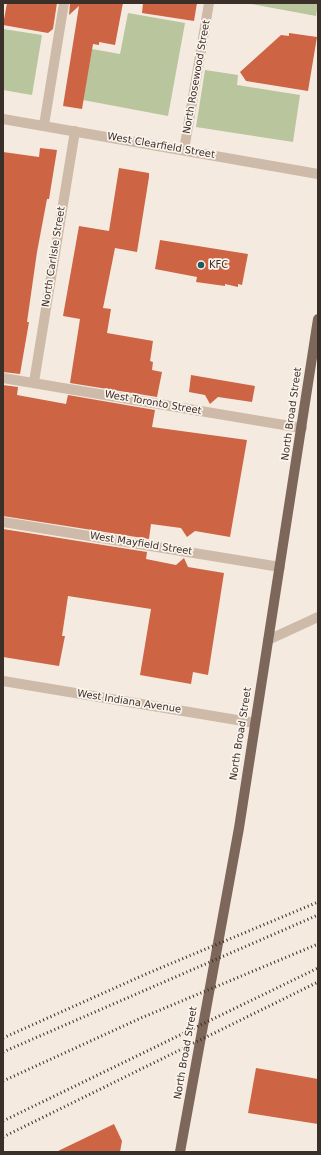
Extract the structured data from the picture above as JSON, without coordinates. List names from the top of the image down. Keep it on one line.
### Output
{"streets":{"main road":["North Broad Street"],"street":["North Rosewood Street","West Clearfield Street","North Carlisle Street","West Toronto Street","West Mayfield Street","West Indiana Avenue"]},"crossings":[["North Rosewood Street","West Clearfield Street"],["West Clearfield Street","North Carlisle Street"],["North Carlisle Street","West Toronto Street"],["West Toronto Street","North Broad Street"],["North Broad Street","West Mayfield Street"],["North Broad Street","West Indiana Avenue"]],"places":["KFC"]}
---
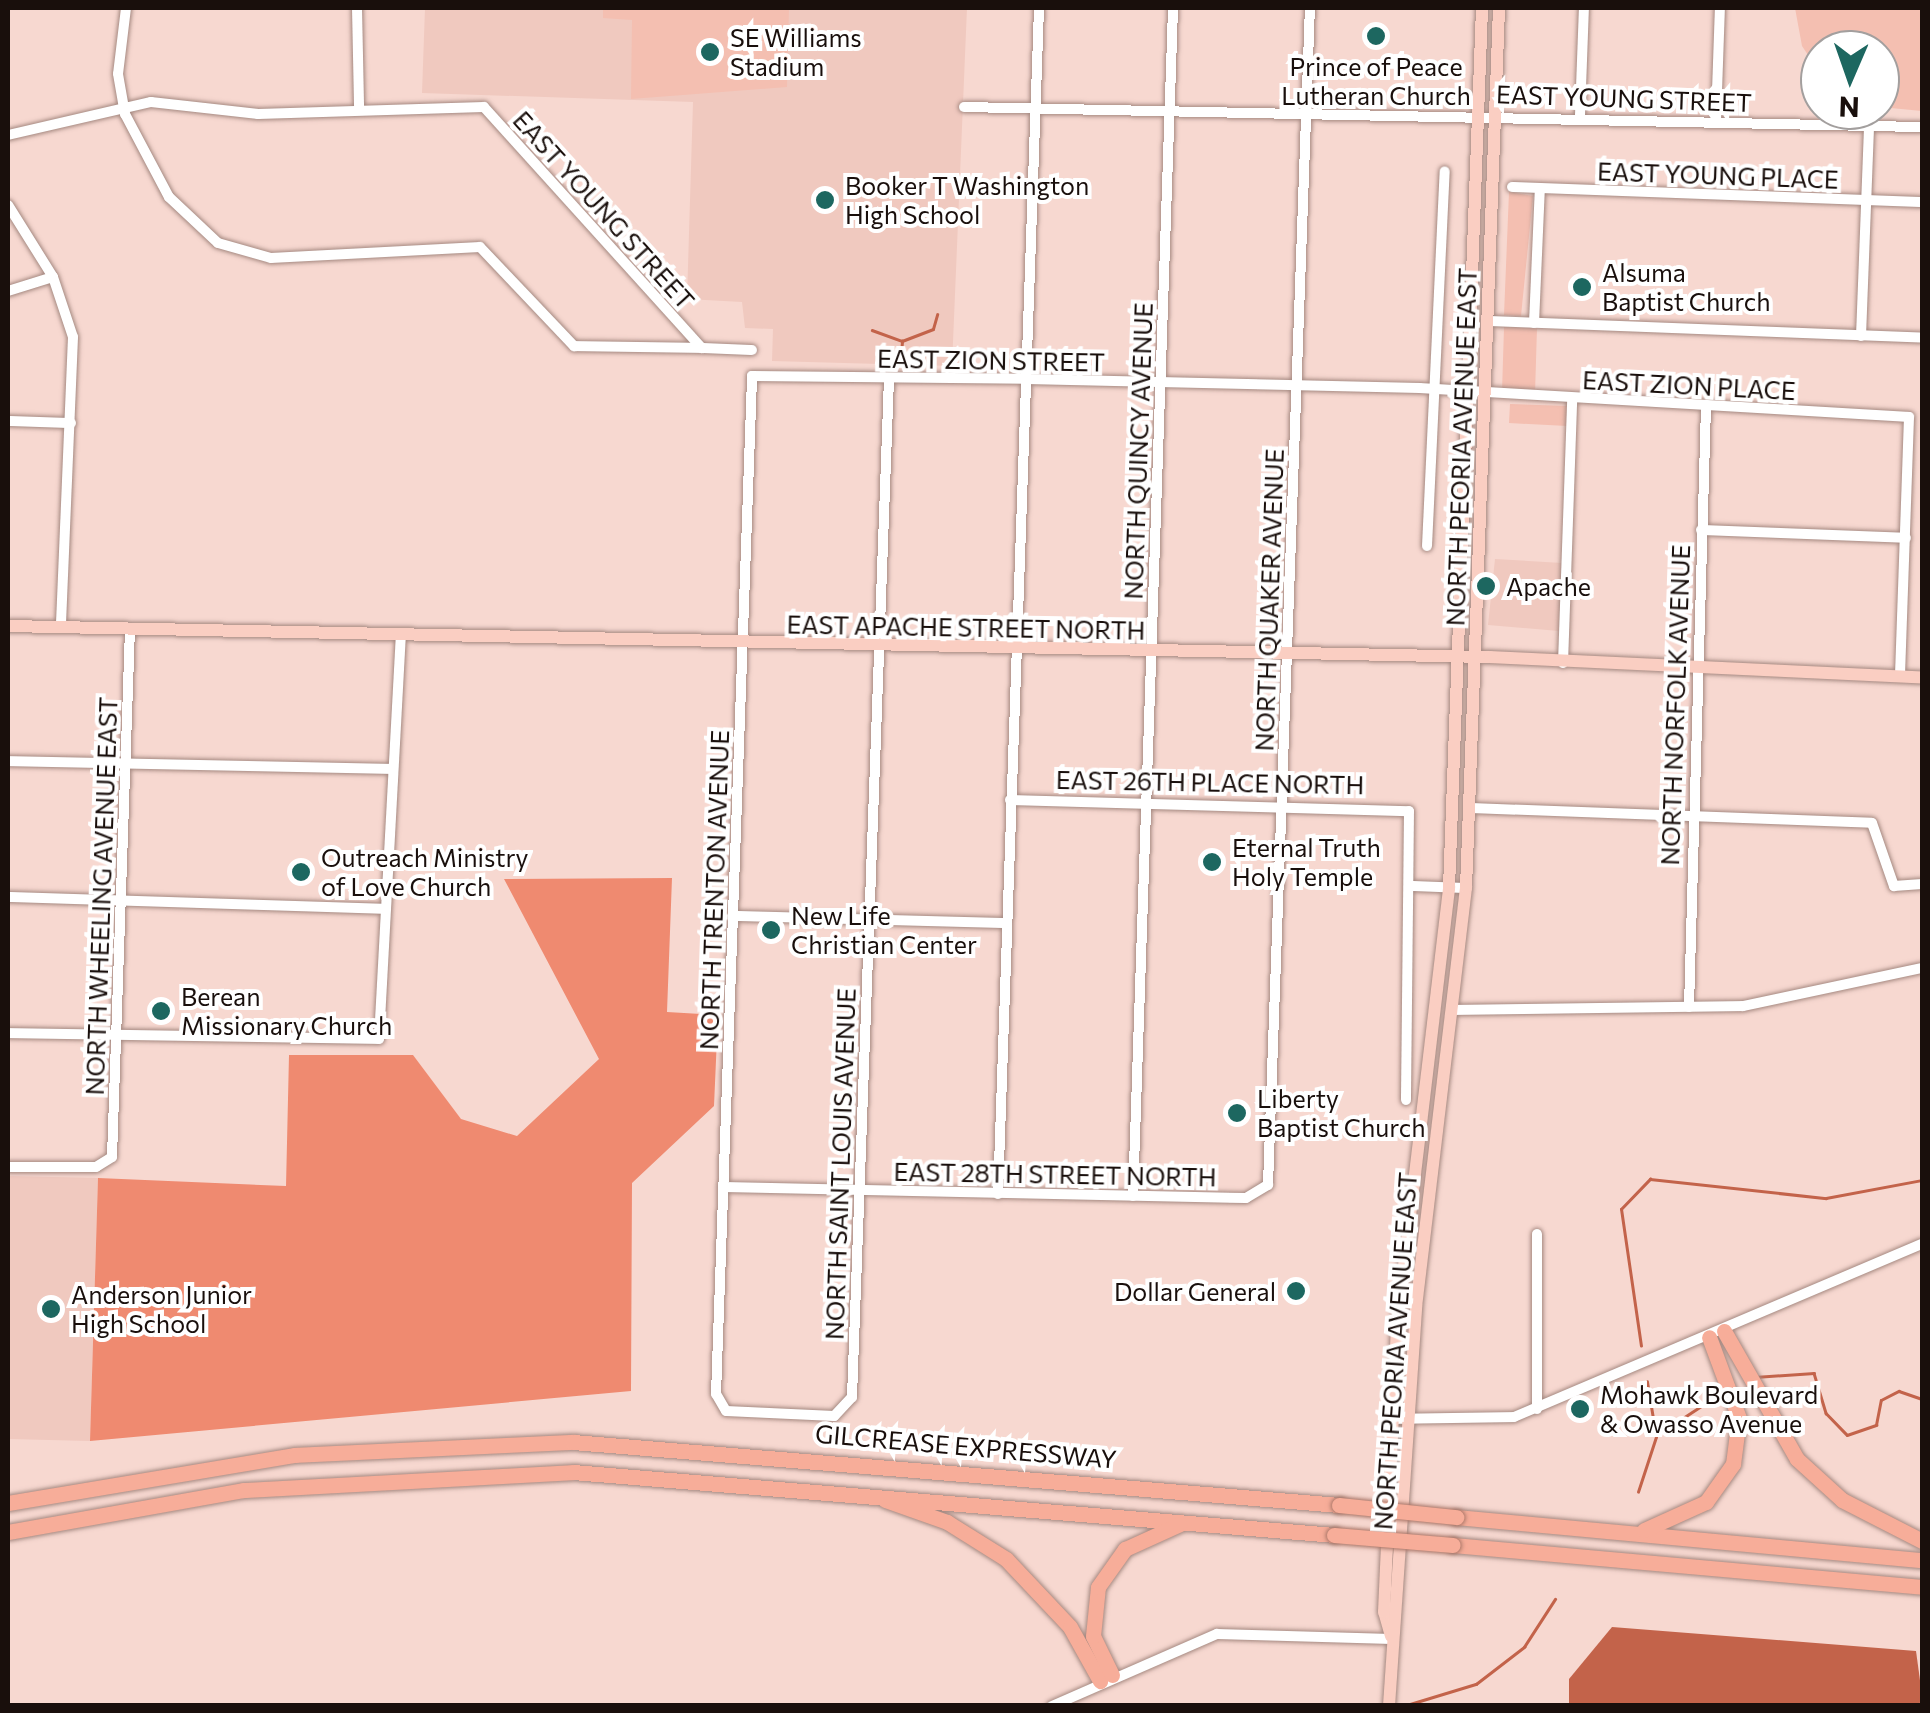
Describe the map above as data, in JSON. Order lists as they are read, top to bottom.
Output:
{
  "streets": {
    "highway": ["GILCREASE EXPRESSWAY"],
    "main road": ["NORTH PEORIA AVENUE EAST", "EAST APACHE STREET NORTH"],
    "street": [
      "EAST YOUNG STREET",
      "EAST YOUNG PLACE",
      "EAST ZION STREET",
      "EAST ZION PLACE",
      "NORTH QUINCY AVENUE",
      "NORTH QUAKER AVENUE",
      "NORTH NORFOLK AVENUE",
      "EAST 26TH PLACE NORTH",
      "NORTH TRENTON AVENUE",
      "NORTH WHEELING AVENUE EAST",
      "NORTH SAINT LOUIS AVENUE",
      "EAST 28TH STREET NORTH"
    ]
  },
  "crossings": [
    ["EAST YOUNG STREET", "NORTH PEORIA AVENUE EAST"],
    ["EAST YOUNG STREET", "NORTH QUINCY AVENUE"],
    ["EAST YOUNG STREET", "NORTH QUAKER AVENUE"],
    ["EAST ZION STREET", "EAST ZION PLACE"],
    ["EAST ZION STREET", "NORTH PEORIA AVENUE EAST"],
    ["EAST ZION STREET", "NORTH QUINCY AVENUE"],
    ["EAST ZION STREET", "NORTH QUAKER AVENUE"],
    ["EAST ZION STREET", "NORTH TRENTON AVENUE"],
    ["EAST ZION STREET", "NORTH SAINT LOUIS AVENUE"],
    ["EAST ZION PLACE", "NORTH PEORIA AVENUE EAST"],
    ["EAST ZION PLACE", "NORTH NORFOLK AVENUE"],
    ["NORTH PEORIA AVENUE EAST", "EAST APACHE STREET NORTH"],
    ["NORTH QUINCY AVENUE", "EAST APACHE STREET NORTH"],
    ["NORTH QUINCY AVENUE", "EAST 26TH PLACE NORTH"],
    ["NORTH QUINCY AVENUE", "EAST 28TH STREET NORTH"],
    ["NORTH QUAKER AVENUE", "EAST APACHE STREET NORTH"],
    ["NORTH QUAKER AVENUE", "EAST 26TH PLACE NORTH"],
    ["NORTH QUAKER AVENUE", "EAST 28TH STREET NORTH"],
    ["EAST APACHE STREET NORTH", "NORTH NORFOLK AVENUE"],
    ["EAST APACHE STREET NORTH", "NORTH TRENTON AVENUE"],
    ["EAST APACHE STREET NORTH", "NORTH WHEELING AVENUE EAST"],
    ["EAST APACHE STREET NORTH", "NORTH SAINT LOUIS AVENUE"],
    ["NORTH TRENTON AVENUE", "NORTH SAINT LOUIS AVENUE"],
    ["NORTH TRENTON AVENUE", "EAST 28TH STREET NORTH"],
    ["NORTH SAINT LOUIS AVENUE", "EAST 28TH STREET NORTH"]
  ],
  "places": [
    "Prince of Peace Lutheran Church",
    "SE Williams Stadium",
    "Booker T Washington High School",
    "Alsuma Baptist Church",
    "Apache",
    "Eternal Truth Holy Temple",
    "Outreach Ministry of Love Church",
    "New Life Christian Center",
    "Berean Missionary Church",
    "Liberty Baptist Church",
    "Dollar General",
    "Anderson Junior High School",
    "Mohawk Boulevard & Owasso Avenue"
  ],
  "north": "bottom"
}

* Task instructions: Copy every line that includes the string "data" from the material above.

* Your solution:
Extract the structured data from the picture above as JSON, without coordinates. List names from the top of the image down. Keep it on one line.
Describe the map above as data, in JSON. Order lists as they are read, top to bottom.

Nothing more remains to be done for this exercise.